Meagre monsoon rains have pushed India to the brink of drought,
putting pressure on food prices and energy supplies and imperilling
economic growth, but bulging stocks of wheat and rice will provide a
buffer, top officials said on Tuesday. 'We are staring at the
prospect of an impending drought,' prime minister Manmohan Singh
told a meeting of environment ministers of states. India's vital
monsoon rains have been 29 per cent below normal since the beginning
of the June-September season, hurting crops such as rice and cane
and triggering a sharp rise in food prices in India and sugar futures
abroad. Monsoon rains revived in the past few days, particularly
in the cane-producing state of Uttar Pradesh, where the state
government has declared a drought in most of the districts, but this
has not eased concerns of government and trade officials. A
central bank deputy governor said erratic monsoon rains may put
pressure on prices, but the deputy chairman of the Planning
Commission said India had enough stocks of food to counter
inflationary pressures. Trade Secretary Rahul Khullar, meanwhile,
said the government was not considering a ban on exports of corn and
soymeal.
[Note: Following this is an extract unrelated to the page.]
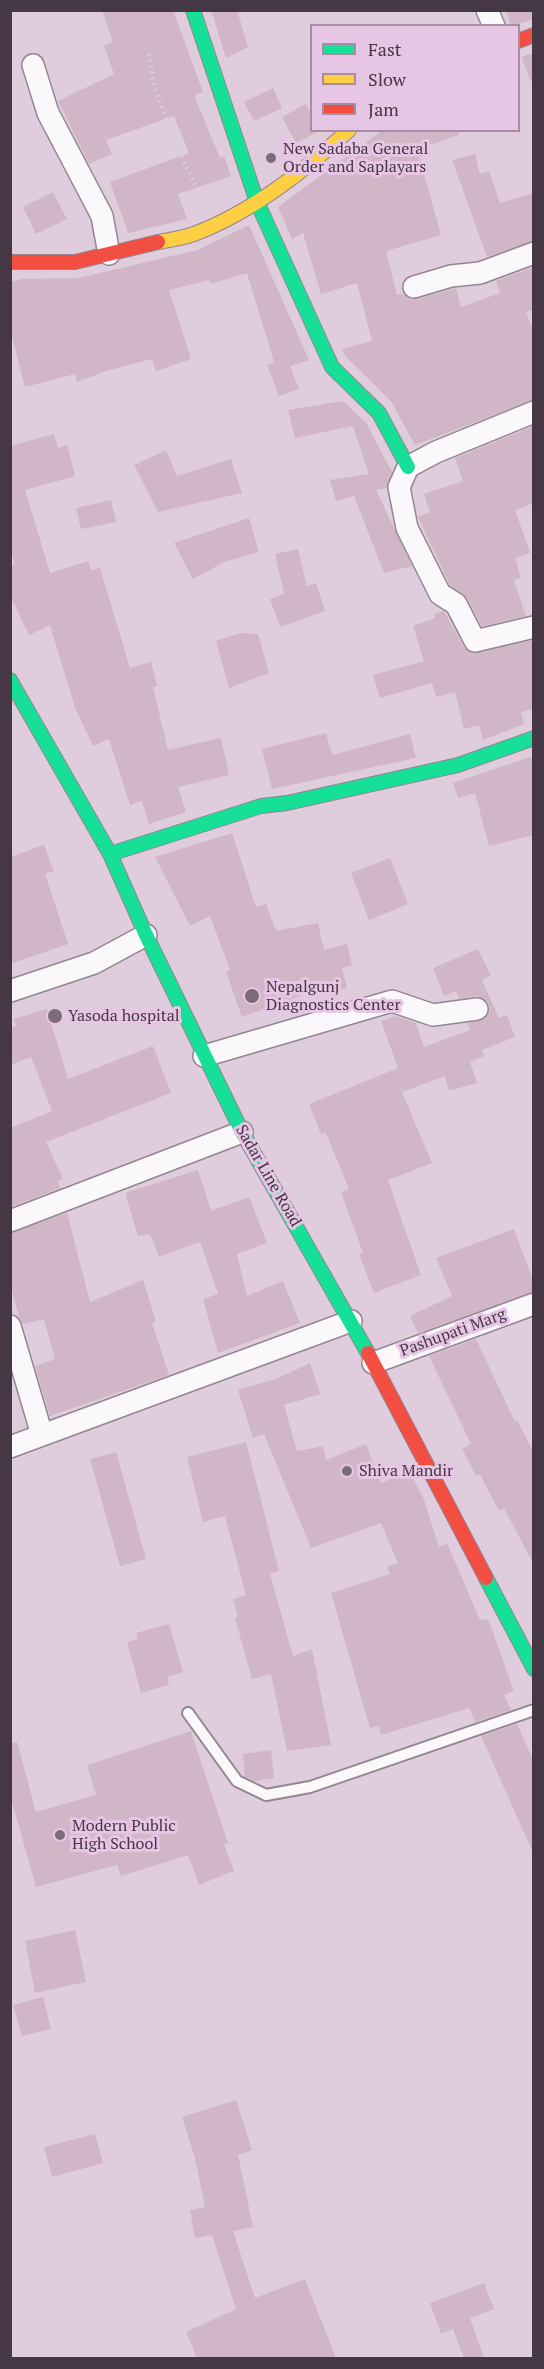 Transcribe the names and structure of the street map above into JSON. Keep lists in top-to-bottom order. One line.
{"streets":{"main road":["Sadar Line Road"],"street":["Pashupati Marg"]},"crossings":[["Sadar Line Road","Pashupati Marg"]],"places":["New Sadaba General Order and Saplayars","Nepalgunj Diagnostics Center","Yasoda hospital","Shiva Mandir","Modern Public High School"],"legend":["Fast","Slow","Jam"]}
Finance minister Pranab Mukherjee said on Tuesday he
expects economic growth in 2009/10 to be over 6 per cent, as forecast
earlier and in line with a central bank estimate, despite the
monsoon shortfall. He earlier said that 'the ground reality was
that the drought has set in,' according to a government statement
late on Monday. Some private economists have said poor rains could
trim economic growth by as much as 2 percentage points in the fiscal
year that ends in March. Investors, meanwhile, are growing nervous
that a poor harvest could crimp rural spending and erode profit
growth for sellers of consumer goods. Farming accounts for just 17
per cent of the Indian economy but rural consumption makes up more
than half of domestic demand. India's economic growth slowed to 6.7
per cent in its most recent fiscal year after three straight years of
growth of at least 9 per cent. Low rainfall has slowed the
refilling of India's main water reservoirs, threatening the supply
of hydropower, which accounts for a quarter of India's generation,
and reducing availability of water to irrigate winter-sown crops such
as wheat and rapeseed. Hydropower generation in India had fallen
10 per cent from last year, Central Electricity Authority Chairman
Rakesh Nath told reporters. The weather office has forecast
widespread rains in the key cane-growing areas in north and northwest
India as well as the central Indian state of Madhya Pradesh, the main
soybean- growing region. Farm minister, Sharad Pawar, said on
Monday that the country needed to raise planting of winter-sown
crops and improve irrigation to make up for the damage to farms.
Monsoon rains are vital for India's summer- sown crops such as rice,
sugarcane and soybeans because the majority of the farmers do not
have access to irrigation facilities.